Ronnie Saint Clair in the studio

Delphine Skye

The Woman Who Sang in Italics

By Elizabeth Riley
Jazz archivist and contributor to Down Beat
Author of Ronnie Saint Clair: Jazz’s Lost Voice

There are voices that sing songs, and there are voices that sing rooms. Delphine Skye did both.

You could say her life began on a rainy afternoon in 1950, when she stepped off a Greyhound bus at Port Authority with twenty-two dollars, a pocketful of index cards filled with trial names, and a voice like bruised velvet. But really, her story began long before that.

She was born in 1930 in Providence, Rhode Island, in a second-floor apartment with curling wallpaper and no sound except the wind coming through the cracks. Her name at birth was Barbara Grabowski. She hated it.

The Quiet Child

She was the only child of two Polish immigrants. Her mother, Aniela, spoke almost no English and died of tuberculosis when Barbara was three years old. Her father, Stefan, had come to the United States as a child and worked inconsistent shifts at the shipyard. He was a soft-spoken alcoholic. He never struck her, never yelled. He simply vanished into himself. He drank quietly, ate silently, and ignored her completely.

There were no hymns and no lullabies in her home. But there were dogs. She adopted strays who followed her home and named them after comic book heroes and movie stars. She sang to them while she swept the kitchen or wandered the sidewalks of their neighborhood. At first her singing had no shape. By nine, her vibrato curled like smoke. By twelve, she could mimic Billie Holiday without knowing who Billie Holiday was.
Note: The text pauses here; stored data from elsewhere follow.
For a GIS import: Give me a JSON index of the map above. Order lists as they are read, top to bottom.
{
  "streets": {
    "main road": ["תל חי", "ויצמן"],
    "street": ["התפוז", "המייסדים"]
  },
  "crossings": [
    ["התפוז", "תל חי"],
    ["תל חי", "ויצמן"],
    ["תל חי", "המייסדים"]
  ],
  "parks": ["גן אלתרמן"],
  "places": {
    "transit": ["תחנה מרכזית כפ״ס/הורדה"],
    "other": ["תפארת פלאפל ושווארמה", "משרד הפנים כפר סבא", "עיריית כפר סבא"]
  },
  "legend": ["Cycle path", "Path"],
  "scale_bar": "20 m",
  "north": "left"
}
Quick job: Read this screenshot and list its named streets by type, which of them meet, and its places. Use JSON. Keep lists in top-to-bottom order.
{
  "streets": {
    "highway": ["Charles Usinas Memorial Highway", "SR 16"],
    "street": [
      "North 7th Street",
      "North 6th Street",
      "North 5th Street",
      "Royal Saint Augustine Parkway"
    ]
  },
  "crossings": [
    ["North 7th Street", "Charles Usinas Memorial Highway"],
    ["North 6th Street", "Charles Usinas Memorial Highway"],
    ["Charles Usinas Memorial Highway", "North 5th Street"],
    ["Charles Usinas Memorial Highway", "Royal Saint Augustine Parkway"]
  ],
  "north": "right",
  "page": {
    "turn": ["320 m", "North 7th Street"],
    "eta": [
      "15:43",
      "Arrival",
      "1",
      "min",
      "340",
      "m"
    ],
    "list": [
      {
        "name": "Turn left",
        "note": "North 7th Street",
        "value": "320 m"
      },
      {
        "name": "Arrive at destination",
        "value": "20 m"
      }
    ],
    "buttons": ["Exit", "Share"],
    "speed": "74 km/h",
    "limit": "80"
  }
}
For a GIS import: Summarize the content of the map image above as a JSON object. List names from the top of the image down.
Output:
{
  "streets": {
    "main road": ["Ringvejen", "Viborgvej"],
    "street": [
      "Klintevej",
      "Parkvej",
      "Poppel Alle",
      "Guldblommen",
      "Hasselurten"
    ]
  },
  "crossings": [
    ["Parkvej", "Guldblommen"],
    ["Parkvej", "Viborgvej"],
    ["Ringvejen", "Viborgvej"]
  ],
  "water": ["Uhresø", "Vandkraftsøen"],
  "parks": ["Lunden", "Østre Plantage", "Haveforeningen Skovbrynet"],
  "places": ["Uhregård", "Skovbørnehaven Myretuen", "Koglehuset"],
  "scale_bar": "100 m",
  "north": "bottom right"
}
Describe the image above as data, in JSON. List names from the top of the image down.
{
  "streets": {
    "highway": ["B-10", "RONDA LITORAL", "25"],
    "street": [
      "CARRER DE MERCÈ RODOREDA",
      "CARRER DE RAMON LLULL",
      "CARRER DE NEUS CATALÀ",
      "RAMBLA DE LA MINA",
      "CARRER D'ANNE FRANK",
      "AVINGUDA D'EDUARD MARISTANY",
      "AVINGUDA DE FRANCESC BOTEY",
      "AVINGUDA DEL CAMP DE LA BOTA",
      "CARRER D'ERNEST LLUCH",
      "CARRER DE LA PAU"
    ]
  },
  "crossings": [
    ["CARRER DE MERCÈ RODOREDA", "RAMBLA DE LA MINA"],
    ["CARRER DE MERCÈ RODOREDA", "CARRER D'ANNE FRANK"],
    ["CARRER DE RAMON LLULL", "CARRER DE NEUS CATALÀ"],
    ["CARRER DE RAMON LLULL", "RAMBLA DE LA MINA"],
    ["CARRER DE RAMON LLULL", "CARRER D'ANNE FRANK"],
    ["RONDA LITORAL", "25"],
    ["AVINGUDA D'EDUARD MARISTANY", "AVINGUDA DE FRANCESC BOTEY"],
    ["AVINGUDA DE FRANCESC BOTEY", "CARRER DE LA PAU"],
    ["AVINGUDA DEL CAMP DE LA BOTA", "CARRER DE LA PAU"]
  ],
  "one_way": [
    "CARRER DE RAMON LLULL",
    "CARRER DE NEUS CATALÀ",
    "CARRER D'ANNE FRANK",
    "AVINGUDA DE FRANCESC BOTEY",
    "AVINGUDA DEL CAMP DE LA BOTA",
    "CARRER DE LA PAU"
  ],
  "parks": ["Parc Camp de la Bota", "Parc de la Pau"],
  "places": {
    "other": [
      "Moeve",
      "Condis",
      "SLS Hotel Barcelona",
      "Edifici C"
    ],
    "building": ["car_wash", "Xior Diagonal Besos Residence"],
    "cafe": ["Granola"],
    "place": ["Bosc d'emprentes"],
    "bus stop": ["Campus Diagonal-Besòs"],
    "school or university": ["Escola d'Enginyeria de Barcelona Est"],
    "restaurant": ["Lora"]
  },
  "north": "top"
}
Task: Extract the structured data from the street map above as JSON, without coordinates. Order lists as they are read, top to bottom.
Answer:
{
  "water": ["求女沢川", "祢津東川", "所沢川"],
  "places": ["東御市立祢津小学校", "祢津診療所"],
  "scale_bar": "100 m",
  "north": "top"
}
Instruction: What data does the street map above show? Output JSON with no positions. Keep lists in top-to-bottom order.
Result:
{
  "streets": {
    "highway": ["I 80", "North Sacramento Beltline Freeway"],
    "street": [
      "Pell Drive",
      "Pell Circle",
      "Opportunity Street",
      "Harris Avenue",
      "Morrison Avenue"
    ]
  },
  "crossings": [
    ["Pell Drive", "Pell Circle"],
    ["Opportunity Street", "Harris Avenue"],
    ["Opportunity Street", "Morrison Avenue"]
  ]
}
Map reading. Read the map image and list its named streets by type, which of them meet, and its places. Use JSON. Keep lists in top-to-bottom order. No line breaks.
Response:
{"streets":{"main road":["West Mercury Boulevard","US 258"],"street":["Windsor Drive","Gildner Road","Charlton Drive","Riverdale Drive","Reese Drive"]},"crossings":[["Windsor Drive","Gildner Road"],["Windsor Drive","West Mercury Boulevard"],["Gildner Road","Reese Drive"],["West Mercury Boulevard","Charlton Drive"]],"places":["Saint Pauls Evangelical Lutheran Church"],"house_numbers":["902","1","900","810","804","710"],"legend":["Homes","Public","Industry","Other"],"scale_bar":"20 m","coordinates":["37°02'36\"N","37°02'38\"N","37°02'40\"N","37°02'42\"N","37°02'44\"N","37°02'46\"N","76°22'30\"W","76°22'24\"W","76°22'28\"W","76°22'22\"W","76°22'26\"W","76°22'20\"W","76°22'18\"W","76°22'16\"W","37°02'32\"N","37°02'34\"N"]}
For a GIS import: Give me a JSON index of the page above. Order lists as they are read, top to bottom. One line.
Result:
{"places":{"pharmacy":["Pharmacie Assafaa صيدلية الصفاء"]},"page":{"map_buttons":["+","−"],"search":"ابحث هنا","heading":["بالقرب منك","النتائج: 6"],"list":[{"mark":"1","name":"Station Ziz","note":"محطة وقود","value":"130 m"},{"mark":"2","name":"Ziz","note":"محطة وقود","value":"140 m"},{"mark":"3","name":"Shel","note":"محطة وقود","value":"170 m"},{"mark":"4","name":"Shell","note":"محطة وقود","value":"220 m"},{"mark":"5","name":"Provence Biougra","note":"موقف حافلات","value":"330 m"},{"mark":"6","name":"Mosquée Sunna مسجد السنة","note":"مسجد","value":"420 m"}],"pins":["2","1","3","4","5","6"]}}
She wanted a mother. She wanted siblings. She wanted warmth and belonging. But by the time she was twenty, she had stopped wanting closeness at all. She began collecting names. Margaret. Lisette. Darcy. None of them stayed. One morning, while sitting on the porch with a stolen school notebook in her lap, she wrote “Delphine Skye” and underlined it twice. It looked like the name of someone who belonged to herself. That same week, she bought a one-way ticket to Manhattan.

She never went back.

Manhattan and the Lantern Years

In New York, she lived in a walk-up on the Lower East Side. The radiator clanked like a percussionist with opinions. She worked odd jobs—bookstore clerk, coat check, a week as a hat model for a department store—but her evenings belonged to music. She slipped into clubs with low ceilings and thick smoke. She watched the musicians carefully, noting phrasing and posture and what was said in the rests between phrases.

She found her footing at The Lantern, a worn-out basement club on West 12th Street. The place had crooked floorboards, a rusting neon sign, and a piano that had forgotten how to stay in tune.

She started there singing from time to time. At first, she was only allowed to sit in during late sets, but when she sang, people stopped talking. She did not speak to the audience. She rarely introduced a tune. She often stood with her head slightly turned, her left hand raised just above shoulder height as if weighing something invisible. She could make a lyric feel like a rumor you were lucky to overhear.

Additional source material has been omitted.